Dr. Awiti, aptly summed up the impact of the collection of photographs saying, “As academics, we debate the marine ecosystem and can write a thousand papers on it, but just one of these photographs tells the entire story.”

Prince Hussain Aga Khan was on a private tour in Kenya with his fiancée Miss Elizabeth Hoag. While in the country, they also visited a number of AKDN projects in Nairobi, including Aga Khan High School, Aga Khan University, Aga Khan University Hospital, Frigoken, and Serena properties.

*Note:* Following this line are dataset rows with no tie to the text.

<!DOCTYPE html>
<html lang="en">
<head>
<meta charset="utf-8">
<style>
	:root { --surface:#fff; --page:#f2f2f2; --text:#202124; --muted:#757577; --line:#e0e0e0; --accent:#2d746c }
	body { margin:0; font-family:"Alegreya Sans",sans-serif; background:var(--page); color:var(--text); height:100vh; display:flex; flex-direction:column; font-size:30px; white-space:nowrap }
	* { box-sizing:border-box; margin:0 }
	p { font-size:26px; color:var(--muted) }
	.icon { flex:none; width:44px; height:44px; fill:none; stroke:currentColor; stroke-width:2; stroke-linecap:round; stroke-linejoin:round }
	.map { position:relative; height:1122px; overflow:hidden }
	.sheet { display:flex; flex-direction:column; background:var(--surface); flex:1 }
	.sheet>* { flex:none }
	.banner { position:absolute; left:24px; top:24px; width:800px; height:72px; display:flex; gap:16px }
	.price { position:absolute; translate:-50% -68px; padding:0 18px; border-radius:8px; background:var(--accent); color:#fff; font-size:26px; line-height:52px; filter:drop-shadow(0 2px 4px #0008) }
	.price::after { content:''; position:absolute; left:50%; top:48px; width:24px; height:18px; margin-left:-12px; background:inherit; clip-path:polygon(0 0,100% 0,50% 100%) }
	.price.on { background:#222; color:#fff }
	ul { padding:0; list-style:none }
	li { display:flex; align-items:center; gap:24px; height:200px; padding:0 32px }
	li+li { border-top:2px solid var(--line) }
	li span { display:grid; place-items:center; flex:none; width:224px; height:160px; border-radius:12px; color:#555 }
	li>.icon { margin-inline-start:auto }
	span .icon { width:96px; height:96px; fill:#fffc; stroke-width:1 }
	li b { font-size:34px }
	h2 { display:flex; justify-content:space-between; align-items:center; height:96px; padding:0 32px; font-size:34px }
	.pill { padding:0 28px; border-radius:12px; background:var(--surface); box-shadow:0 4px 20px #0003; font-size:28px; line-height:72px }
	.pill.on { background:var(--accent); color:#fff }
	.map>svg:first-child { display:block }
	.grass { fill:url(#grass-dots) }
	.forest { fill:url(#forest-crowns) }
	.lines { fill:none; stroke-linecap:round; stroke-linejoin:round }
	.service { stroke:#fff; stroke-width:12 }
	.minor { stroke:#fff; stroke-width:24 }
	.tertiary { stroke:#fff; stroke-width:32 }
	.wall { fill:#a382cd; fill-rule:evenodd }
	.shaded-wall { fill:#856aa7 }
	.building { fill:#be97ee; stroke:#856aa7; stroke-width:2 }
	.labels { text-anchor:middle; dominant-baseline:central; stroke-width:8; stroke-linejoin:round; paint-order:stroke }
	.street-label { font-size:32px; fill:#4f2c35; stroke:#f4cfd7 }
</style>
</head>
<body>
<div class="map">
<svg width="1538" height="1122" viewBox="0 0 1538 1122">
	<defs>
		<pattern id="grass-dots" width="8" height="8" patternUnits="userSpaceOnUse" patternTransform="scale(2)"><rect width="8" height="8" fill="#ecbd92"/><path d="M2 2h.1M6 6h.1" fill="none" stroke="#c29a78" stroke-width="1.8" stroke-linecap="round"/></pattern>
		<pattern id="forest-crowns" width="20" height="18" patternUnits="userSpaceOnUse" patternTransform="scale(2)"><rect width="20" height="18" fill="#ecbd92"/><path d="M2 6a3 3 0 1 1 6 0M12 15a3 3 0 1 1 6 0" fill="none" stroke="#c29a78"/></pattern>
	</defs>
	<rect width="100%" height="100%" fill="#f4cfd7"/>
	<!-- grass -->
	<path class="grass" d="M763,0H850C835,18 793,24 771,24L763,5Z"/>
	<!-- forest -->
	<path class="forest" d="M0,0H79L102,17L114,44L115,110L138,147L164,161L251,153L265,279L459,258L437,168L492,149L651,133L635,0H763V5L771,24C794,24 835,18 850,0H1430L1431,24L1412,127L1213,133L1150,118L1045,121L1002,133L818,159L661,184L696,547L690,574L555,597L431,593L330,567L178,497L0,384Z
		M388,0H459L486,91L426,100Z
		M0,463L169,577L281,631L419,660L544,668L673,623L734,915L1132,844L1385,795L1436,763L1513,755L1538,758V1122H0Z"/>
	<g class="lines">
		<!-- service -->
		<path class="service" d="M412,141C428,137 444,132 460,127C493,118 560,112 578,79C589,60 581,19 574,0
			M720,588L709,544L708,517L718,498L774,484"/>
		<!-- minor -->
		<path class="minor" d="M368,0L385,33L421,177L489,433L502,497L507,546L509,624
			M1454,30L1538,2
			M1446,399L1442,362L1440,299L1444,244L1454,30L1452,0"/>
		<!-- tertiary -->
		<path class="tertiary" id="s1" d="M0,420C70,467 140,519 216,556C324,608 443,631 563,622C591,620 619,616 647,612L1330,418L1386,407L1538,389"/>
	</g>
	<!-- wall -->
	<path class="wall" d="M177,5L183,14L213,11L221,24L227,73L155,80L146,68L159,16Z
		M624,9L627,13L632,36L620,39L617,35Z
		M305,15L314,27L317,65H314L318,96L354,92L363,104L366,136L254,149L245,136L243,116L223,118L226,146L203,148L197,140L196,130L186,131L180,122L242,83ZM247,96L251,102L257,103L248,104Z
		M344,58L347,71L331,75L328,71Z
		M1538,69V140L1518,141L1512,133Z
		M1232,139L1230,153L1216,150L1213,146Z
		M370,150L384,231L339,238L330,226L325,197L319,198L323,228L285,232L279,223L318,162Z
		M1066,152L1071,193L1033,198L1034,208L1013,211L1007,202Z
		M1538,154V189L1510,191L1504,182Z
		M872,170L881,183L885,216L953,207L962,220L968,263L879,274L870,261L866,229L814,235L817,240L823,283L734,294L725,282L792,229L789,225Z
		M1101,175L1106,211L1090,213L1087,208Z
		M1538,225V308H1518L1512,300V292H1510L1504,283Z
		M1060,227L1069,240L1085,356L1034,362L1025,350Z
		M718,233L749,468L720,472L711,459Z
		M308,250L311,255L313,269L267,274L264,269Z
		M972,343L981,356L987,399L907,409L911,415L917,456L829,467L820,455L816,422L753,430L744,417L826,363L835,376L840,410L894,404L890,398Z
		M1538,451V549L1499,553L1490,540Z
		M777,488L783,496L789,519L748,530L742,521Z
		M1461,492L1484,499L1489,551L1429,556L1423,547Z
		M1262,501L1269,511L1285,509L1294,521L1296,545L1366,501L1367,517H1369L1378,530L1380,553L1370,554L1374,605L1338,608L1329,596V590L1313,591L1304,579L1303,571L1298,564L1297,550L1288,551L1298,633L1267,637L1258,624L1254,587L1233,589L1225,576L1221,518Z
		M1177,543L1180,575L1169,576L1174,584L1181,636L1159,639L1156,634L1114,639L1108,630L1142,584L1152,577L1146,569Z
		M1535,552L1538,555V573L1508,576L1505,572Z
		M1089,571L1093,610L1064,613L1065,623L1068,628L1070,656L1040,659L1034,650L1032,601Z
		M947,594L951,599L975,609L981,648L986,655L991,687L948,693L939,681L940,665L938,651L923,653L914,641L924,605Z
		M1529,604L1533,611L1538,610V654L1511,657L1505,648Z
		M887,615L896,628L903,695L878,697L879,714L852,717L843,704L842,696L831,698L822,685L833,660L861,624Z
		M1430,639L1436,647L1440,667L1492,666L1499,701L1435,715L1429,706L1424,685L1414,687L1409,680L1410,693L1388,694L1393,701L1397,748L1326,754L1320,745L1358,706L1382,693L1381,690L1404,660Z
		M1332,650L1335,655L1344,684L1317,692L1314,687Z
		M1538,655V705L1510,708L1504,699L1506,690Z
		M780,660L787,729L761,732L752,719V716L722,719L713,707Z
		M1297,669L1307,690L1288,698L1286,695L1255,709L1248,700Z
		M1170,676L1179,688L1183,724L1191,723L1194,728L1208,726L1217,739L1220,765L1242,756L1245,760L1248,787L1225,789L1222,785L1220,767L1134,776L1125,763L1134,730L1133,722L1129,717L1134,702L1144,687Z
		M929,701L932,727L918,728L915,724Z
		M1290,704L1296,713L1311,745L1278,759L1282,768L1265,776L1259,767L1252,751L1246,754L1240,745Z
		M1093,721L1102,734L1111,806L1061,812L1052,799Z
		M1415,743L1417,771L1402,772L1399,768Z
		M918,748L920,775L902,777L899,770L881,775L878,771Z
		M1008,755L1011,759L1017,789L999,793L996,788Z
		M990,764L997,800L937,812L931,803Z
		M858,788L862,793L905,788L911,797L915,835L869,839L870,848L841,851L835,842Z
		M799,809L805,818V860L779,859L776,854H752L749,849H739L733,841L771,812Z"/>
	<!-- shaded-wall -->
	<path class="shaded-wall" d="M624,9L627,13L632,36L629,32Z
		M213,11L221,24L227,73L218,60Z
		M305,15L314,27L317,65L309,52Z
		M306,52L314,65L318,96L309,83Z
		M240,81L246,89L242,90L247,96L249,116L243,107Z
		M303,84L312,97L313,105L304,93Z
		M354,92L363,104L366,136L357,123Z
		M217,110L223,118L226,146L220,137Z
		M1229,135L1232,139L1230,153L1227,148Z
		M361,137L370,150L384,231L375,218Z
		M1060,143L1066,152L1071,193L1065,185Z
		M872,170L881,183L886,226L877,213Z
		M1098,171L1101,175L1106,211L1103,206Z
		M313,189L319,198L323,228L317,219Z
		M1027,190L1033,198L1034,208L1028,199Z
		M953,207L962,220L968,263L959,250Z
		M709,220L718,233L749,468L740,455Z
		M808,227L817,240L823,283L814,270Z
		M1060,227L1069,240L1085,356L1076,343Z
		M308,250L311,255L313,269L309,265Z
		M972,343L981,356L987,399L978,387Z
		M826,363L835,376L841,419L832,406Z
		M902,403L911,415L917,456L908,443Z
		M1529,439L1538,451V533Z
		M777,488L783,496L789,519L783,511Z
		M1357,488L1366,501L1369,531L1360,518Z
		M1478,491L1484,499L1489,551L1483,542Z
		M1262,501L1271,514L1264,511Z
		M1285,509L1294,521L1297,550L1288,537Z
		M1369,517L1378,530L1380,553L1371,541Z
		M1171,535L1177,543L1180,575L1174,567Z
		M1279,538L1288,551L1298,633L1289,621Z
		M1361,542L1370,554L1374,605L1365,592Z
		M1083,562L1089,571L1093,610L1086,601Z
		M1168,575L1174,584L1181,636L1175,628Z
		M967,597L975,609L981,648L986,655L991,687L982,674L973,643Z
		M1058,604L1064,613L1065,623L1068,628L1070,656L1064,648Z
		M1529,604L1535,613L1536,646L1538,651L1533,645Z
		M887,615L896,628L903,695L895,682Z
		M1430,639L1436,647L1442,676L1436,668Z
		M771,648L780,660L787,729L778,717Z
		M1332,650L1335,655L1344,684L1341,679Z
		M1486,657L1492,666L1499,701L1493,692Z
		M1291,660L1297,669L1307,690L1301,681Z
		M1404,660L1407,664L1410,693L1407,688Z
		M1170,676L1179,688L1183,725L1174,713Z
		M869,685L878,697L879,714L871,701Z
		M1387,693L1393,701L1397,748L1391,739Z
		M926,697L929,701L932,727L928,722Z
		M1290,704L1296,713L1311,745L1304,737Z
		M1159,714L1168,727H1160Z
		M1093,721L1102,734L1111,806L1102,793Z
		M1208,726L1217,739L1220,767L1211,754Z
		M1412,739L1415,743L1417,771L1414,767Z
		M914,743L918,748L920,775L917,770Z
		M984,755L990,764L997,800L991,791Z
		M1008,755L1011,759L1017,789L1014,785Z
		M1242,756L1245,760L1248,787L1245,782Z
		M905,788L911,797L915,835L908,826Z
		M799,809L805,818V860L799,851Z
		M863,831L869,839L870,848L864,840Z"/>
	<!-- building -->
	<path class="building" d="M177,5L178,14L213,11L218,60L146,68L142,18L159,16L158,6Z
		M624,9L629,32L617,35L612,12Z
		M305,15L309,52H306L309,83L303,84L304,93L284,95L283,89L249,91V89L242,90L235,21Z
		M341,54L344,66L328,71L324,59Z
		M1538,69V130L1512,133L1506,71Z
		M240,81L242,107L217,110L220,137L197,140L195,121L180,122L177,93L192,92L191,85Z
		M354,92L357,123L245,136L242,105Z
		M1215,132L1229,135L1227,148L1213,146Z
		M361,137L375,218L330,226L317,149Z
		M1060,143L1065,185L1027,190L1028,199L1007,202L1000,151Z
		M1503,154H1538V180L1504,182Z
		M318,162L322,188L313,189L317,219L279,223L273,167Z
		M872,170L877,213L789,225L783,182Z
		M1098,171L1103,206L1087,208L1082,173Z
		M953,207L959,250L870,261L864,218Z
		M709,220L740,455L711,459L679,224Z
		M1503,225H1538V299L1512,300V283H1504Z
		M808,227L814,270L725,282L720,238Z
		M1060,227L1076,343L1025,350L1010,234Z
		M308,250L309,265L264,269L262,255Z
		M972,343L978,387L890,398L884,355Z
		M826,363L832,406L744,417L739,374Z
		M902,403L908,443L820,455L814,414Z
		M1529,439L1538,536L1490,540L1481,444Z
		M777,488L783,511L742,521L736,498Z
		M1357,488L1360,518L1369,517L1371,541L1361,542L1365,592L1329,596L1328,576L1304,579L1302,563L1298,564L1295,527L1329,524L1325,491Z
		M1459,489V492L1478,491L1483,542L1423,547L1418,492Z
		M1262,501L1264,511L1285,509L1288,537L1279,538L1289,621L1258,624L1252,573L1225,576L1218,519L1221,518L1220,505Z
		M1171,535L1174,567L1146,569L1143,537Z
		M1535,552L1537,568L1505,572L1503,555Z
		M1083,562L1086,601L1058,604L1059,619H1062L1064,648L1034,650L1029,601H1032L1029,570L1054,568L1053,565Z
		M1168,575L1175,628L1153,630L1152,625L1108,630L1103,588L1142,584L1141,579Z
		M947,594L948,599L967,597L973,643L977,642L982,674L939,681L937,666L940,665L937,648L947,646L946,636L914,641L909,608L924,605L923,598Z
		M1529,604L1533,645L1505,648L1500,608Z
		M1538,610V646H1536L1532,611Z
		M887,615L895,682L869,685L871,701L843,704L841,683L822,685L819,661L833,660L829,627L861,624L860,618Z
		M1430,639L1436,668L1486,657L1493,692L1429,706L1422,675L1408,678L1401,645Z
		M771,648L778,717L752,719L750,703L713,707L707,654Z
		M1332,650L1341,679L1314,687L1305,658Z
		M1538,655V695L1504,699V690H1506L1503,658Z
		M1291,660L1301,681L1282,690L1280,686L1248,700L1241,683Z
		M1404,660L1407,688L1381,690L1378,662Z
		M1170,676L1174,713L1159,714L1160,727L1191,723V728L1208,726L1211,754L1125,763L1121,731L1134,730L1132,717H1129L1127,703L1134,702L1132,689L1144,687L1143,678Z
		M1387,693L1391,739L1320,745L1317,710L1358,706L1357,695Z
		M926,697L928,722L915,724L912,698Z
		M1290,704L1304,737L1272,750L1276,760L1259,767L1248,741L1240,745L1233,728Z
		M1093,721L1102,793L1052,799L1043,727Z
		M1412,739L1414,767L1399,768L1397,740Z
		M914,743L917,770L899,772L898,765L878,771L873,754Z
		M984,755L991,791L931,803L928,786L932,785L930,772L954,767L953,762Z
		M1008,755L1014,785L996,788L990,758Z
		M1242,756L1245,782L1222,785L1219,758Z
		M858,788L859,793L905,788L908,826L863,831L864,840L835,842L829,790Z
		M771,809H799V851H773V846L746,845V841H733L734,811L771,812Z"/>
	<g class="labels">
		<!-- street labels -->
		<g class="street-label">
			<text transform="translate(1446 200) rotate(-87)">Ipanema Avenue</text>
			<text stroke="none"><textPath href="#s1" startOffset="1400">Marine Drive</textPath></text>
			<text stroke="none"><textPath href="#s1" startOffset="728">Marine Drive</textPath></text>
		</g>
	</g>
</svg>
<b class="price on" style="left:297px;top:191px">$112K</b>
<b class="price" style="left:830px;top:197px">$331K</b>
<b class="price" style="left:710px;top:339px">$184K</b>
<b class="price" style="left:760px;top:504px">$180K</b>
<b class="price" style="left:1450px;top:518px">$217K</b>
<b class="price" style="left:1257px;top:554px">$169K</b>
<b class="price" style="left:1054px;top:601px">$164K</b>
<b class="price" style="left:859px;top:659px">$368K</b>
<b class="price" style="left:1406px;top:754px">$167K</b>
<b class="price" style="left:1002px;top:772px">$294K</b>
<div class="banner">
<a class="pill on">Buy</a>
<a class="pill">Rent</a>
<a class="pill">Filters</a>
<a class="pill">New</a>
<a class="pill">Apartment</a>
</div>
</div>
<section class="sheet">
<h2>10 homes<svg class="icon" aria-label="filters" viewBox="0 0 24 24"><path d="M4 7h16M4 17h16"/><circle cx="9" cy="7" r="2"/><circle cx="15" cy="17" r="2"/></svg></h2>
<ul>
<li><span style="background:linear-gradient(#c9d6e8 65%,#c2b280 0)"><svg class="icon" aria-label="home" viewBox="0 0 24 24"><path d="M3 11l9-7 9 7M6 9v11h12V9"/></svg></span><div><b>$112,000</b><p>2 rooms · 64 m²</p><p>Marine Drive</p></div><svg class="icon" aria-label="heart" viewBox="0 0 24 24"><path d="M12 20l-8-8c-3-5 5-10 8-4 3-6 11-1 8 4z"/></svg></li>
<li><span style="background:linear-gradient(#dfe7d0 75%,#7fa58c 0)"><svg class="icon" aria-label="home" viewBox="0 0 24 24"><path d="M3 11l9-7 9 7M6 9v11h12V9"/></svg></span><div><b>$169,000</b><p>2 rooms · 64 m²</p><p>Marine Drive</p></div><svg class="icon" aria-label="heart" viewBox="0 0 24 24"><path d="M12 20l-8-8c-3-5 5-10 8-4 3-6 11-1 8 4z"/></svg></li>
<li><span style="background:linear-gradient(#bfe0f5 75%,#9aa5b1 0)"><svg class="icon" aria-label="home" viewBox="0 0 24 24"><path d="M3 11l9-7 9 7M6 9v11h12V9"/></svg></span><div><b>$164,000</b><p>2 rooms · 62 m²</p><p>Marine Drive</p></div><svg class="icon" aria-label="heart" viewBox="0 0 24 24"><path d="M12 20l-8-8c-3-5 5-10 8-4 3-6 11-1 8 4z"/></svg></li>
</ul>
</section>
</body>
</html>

For more information, please contact:

Farrah Nurani
Communications Officer
Aga Khan Development Network (Kenya)


Founded and guided by His Highness the Aga Khan, Imam (spiritual leader of the Shia Ismaili Muslims), the Aga Khan Development Network (AKDN) brings together a number of social, economic and cultural development agencies, institutions and programmes that work primarily in Africa and Asia to help those in need achieve a level of self-reliance and improve the quality of life. The AKDN, which operates in over 30 countries, has been present in Kenya for over 100 years, where it has the largest number of agencies operating in a single country.

The AKDN employs over 16,000 staff (99% Kenyan) across all counties in Kenya, and reaches over 7 million Kenyans directly, and many more millions indirectly, every year. All surpluses generated by the economic development agencies are reinvested for further development. Conservation of the natural environment, the protection of natural resources and empowering local communities through the preservation of culture and heritage are a part of the AKDN’s ethical framework and mandate.